### TASK:
In the entries below, find the line containing "position:absolute; left:565px; top:1185px;" and the line containing "padding:4px; border-radius:50%; background:var(--accent);". Copy those two lines and everything between them exactly, and only that.

_ _ _

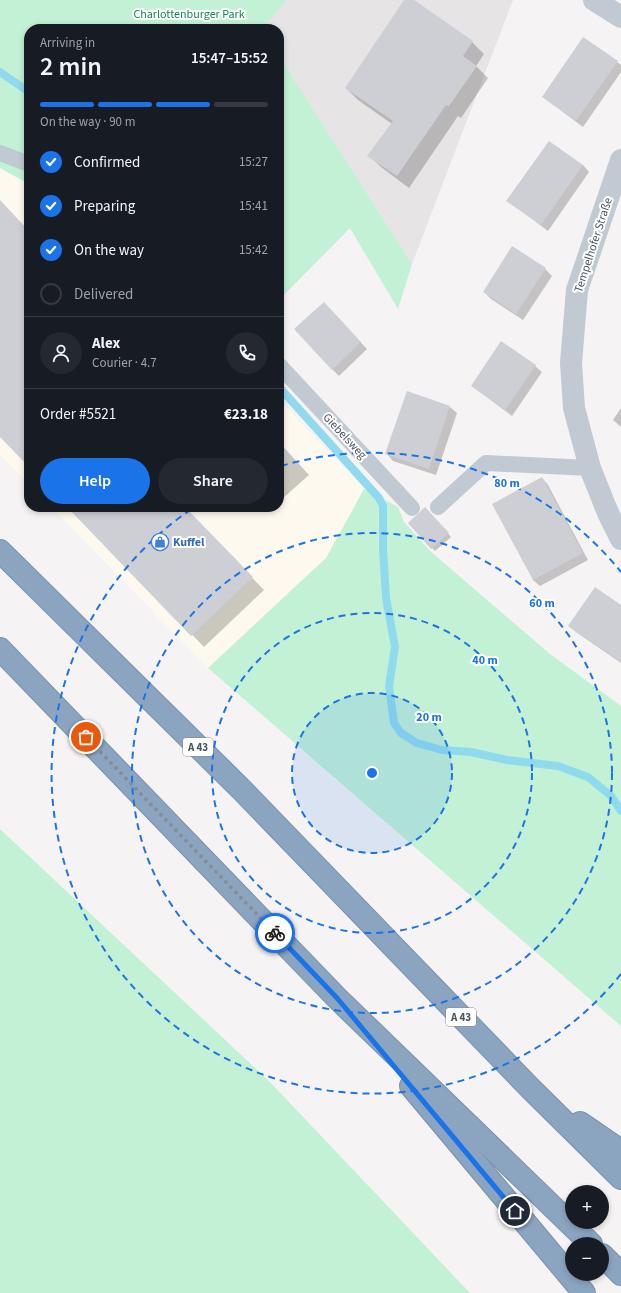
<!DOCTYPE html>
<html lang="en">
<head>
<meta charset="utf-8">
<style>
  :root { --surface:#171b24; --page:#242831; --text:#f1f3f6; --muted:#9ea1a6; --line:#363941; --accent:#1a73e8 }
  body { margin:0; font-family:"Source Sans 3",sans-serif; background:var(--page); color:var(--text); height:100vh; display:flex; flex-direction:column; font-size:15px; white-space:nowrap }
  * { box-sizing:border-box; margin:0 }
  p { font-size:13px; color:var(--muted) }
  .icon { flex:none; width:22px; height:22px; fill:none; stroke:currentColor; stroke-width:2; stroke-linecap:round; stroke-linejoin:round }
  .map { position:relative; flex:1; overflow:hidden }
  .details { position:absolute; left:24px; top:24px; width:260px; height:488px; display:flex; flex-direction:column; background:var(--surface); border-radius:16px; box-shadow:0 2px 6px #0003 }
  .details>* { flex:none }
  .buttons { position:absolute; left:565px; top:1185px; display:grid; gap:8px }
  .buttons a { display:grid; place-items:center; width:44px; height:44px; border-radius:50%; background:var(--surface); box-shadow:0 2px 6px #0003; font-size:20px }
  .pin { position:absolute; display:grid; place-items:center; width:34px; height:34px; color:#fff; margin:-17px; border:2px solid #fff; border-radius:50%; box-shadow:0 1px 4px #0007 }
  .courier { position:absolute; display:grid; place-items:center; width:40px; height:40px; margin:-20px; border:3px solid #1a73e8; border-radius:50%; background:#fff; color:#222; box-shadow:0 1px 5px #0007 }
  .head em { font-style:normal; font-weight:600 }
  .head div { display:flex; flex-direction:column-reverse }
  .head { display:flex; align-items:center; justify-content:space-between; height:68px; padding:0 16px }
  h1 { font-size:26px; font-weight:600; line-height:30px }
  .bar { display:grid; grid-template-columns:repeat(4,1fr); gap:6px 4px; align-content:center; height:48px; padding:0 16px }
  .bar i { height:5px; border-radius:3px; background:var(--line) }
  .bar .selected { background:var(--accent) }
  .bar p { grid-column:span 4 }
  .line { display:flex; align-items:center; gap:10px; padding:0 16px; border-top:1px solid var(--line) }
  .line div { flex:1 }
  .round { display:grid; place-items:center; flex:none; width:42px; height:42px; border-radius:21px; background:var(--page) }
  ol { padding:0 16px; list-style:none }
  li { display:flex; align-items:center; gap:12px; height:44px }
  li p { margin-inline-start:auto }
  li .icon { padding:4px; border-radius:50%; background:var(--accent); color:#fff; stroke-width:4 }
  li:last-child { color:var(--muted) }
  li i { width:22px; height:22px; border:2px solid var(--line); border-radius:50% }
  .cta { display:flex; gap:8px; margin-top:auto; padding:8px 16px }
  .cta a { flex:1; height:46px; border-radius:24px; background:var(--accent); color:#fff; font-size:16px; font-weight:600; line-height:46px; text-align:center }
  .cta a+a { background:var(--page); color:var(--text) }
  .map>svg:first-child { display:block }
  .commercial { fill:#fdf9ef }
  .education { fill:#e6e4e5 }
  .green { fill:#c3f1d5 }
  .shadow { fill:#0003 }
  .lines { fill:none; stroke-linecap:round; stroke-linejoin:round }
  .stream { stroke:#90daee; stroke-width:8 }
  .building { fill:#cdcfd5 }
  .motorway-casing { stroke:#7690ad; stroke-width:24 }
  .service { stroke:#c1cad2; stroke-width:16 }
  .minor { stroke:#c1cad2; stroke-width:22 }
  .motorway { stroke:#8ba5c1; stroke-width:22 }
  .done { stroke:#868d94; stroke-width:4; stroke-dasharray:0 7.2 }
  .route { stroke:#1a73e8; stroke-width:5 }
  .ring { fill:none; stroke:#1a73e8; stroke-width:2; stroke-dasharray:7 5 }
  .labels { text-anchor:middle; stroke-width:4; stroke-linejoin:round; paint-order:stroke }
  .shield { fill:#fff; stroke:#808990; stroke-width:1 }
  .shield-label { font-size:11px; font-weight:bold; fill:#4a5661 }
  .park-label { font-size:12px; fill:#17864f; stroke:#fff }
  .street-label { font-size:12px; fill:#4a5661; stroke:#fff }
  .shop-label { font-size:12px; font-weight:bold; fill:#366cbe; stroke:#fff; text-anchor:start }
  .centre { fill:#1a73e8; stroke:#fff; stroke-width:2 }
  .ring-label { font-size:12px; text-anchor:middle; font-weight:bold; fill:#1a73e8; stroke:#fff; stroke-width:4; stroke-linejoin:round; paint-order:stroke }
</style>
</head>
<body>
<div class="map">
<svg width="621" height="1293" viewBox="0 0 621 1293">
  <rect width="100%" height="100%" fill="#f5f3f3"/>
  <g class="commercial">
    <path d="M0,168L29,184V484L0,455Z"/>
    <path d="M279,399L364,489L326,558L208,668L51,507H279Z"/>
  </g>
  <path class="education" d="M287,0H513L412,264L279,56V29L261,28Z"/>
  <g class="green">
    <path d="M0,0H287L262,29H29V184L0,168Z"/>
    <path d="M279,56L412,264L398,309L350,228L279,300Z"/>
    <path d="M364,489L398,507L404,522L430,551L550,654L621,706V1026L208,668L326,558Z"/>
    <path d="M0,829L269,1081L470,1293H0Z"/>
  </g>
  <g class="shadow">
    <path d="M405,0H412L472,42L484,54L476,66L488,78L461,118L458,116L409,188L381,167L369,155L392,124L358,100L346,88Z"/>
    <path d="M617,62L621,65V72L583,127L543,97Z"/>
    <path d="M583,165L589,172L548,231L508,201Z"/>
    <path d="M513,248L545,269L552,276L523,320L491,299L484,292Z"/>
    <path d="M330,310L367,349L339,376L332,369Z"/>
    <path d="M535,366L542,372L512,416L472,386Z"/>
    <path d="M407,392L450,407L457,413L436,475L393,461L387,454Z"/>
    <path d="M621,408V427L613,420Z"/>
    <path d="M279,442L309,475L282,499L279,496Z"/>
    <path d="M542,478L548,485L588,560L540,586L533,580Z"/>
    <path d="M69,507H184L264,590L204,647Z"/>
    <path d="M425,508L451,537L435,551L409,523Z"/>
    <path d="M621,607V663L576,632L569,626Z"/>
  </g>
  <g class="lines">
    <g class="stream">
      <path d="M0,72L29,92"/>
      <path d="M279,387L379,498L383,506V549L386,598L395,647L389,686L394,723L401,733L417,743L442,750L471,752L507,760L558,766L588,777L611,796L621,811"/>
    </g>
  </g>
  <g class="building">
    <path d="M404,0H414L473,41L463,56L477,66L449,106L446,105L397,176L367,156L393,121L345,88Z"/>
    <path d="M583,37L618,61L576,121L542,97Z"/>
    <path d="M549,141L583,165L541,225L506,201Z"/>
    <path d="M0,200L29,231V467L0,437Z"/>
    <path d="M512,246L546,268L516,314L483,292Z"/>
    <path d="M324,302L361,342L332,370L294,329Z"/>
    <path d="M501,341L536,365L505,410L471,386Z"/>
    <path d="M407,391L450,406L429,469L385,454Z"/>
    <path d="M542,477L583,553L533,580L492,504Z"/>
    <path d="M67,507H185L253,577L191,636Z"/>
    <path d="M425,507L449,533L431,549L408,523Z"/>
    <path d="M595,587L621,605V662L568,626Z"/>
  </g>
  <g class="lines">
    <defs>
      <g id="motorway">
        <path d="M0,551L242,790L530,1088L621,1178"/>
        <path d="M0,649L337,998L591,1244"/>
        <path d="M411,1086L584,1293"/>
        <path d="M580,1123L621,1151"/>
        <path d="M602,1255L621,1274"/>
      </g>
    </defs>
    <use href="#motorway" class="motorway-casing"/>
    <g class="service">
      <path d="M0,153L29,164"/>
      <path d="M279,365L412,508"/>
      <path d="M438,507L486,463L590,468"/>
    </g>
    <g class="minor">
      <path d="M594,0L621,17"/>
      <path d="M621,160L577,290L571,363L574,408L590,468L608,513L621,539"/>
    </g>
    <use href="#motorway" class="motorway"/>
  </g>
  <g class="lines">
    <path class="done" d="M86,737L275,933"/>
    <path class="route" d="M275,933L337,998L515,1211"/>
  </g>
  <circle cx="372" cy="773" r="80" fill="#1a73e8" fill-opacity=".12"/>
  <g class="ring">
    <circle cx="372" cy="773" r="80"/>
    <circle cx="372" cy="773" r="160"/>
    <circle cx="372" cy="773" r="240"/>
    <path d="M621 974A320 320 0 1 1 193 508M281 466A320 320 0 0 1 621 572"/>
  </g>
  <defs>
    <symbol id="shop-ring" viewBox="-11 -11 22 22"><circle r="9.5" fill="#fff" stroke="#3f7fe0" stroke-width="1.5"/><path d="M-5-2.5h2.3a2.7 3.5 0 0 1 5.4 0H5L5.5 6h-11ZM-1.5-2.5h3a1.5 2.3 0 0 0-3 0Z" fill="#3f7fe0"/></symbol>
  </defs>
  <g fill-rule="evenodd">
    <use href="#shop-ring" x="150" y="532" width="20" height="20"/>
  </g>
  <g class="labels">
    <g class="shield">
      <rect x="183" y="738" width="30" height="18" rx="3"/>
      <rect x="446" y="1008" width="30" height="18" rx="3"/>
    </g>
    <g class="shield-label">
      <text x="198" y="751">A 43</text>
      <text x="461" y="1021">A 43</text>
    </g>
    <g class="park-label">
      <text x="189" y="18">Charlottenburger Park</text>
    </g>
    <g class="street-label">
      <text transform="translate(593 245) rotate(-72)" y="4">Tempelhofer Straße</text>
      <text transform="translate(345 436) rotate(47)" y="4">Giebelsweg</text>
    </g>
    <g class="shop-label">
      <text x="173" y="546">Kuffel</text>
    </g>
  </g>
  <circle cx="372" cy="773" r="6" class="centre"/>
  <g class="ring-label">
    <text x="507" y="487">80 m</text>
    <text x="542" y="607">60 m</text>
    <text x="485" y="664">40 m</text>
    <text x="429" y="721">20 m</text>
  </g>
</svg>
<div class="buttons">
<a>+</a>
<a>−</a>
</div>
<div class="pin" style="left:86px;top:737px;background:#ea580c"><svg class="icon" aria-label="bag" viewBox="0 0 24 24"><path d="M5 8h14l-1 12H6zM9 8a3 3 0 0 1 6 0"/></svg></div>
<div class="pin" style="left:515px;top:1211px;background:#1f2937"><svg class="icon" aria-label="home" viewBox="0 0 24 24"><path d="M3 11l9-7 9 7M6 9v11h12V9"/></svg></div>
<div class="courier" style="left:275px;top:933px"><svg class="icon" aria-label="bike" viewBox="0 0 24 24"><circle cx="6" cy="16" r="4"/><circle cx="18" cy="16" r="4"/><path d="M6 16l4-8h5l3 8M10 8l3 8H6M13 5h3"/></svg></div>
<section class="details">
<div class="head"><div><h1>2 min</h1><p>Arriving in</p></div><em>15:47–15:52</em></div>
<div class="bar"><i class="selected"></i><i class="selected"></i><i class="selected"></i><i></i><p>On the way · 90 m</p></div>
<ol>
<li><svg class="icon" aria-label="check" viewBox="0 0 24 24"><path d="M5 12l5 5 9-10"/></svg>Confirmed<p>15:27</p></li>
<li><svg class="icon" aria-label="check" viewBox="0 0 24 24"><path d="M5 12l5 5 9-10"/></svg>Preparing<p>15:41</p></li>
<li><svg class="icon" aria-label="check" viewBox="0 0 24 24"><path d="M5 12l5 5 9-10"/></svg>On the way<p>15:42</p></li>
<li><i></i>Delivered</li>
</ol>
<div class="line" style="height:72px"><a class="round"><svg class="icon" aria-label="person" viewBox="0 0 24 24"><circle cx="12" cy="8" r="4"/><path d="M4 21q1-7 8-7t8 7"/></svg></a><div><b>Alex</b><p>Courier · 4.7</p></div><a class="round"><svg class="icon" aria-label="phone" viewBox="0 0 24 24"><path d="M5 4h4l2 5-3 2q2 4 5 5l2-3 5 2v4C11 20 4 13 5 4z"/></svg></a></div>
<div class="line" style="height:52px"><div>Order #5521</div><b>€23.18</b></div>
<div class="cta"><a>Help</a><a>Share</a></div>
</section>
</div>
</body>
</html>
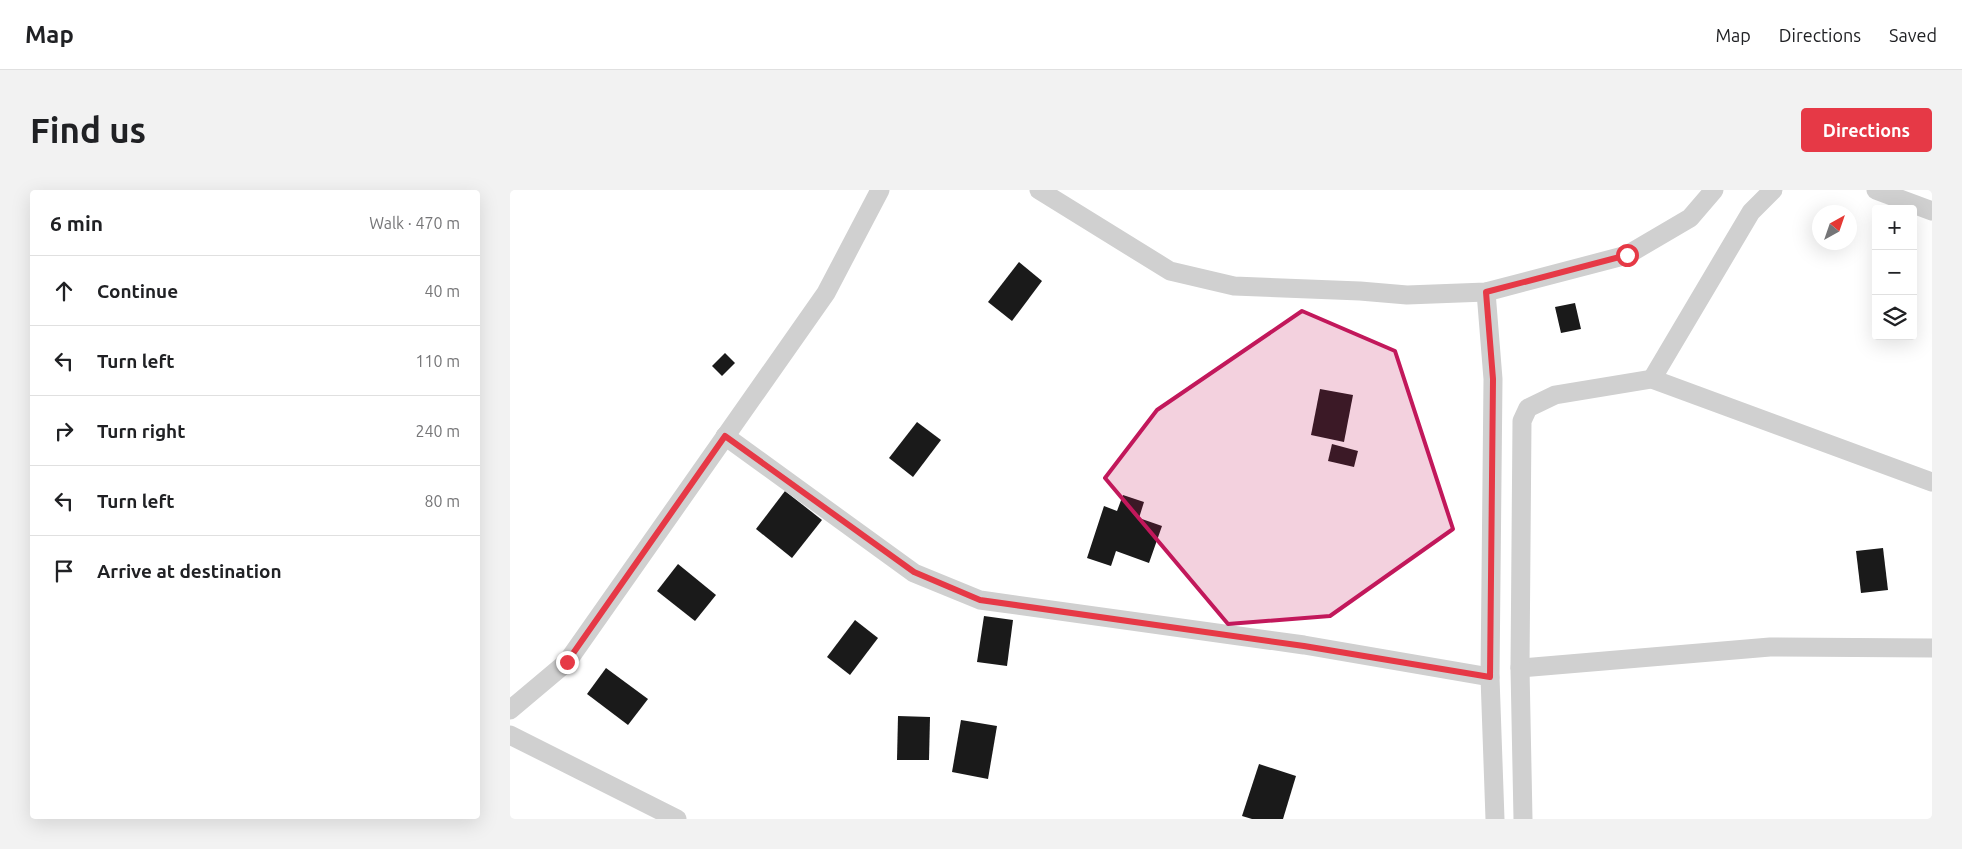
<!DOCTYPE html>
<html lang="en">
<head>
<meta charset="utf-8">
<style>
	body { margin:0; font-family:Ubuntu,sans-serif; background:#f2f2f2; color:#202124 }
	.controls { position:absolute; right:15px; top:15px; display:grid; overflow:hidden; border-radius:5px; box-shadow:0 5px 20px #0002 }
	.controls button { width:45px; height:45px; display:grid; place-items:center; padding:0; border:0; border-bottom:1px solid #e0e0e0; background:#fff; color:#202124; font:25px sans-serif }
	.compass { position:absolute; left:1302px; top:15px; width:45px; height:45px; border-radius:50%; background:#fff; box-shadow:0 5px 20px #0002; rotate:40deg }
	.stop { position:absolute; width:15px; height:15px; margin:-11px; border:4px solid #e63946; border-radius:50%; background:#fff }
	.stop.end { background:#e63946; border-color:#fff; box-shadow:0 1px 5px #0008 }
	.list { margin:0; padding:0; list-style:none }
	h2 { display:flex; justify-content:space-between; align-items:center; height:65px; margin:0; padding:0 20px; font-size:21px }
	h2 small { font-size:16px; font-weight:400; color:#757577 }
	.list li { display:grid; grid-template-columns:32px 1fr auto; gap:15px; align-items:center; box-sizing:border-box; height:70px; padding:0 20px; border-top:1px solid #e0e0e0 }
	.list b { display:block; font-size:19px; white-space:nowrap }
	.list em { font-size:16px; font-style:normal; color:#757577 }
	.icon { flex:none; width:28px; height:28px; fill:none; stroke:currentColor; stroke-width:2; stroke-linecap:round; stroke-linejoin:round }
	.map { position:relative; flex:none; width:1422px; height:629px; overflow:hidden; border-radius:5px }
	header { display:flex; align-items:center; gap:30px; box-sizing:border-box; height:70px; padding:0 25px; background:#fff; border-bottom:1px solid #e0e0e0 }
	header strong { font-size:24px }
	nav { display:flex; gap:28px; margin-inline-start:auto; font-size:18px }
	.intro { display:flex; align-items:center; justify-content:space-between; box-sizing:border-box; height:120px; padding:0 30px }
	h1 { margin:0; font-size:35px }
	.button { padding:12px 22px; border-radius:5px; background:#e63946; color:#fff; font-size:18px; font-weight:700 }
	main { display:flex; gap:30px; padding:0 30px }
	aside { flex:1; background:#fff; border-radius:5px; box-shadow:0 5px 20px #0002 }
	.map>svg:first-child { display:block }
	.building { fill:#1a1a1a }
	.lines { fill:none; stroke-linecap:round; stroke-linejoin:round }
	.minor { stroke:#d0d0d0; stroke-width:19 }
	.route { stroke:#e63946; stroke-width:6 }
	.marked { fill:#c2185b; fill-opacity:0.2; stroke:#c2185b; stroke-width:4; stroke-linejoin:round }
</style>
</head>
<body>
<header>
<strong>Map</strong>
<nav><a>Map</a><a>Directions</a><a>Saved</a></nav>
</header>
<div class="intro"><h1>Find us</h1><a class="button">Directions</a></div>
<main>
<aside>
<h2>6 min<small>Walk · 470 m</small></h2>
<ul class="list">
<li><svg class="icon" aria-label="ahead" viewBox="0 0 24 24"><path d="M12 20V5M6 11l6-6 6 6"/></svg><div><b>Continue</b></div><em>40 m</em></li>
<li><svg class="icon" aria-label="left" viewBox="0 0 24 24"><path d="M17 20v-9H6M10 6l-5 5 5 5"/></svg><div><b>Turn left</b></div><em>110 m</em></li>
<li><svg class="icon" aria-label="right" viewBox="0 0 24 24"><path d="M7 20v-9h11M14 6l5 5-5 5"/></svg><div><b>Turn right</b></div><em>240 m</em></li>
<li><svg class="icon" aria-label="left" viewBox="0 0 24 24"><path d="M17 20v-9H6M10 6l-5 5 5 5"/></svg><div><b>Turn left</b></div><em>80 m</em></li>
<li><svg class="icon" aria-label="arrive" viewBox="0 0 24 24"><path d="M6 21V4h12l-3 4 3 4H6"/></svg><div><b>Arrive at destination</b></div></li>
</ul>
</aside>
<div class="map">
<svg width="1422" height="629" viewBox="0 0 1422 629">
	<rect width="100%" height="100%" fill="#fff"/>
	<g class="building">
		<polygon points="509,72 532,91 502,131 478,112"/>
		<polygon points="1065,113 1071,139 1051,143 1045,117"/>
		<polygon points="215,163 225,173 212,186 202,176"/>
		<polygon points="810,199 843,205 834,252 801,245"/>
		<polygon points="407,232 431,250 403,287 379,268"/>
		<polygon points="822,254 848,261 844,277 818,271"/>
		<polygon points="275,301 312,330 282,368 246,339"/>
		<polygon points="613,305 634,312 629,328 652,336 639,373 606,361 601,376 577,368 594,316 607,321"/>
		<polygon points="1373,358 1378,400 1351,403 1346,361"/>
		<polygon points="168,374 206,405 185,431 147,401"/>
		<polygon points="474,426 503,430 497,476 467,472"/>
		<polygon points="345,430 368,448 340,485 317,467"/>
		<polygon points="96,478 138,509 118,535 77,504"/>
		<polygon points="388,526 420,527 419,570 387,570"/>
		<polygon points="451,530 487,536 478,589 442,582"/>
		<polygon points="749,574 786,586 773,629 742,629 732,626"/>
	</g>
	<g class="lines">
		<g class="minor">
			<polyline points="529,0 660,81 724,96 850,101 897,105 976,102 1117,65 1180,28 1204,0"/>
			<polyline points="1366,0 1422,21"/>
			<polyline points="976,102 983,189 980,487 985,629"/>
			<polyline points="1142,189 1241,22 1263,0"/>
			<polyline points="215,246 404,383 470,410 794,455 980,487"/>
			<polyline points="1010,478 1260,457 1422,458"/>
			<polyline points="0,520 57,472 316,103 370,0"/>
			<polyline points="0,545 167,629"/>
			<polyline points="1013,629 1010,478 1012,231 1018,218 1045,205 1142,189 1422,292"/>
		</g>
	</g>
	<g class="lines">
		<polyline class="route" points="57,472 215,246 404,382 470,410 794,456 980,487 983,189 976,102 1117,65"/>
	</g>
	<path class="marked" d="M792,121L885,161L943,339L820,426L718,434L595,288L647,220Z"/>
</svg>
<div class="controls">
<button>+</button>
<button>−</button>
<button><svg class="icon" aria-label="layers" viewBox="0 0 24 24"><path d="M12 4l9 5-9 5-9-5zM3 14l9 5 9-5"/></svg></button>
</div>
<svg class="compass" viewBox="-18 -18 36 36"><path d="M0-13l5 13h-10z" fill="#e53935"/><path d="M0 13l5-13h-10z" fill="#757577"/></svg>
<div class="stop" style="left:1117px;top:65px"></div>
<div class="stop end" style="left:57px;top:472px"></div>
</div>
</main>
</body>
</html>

_ _ _

### ANSWER BELOW:
  .buttons { position:absolute; left:565px; top:1185px; display:grid; gap:8px }
  .buttons a { display:grid; place-items:center; width:44px; height:44px; border-radius:50%; background:var(--surface); box-shadow:0 2px 6px #0003; font-size:20px }
  .pin { position:absolute; display:grid; place-items:center; width:34px; height:34px; color:#fff; margin:-17px; border:2px solid #fff; border-radius:50%; box-shadow:0 1px 4px #0007 }
  .courier { position:absolute; display:grid; place-items:center; width:40px; height:40px; margin:-20px; border:3px solid #1a73e8; border-radius:50%; background:#fff; color:#222; box-shadow:0 1px 5px #0007 }
  .head em { font-style:normal; font-weight:600 }
  .head div { display:flex; flex-direction:column-reverse }
  .head { display:flex; align-items:center; justify-content:space-between; height:68px; padding:0 16px }
  h1 { font-size:26px; font-weight:600; line-height:30px }
  .bar { display:grid; grid-template-columns:repeat(4,1fr); gap:6px 4px; align-content:center; height:48px; padding:0 16px }
  .bar i { height:5px; border-radius:3px; background:var(--line) }
  .bar .selected { background:var(--accent) }
  .bar p { grid-column:span 4 }
  .line { display:flex; align-items:center; gap:10px; padding:0 16px; border-top:1px solid var(--line) }
  .line div { flex:1 }
  .round { display:grid; place-items:center; flex:none; width:42px; height:42px; border-radius:21px; background:var(--page) }
  ol { padding:0 16px; list-style:none }
  li { display:flex; align-items:center; gap:12px; height:44px }
  li p { margin-inline-start:auto }
  li .icon { padding:4px; border-radius:50%; background:var(--accent); color:#fff; stroke-width:4 }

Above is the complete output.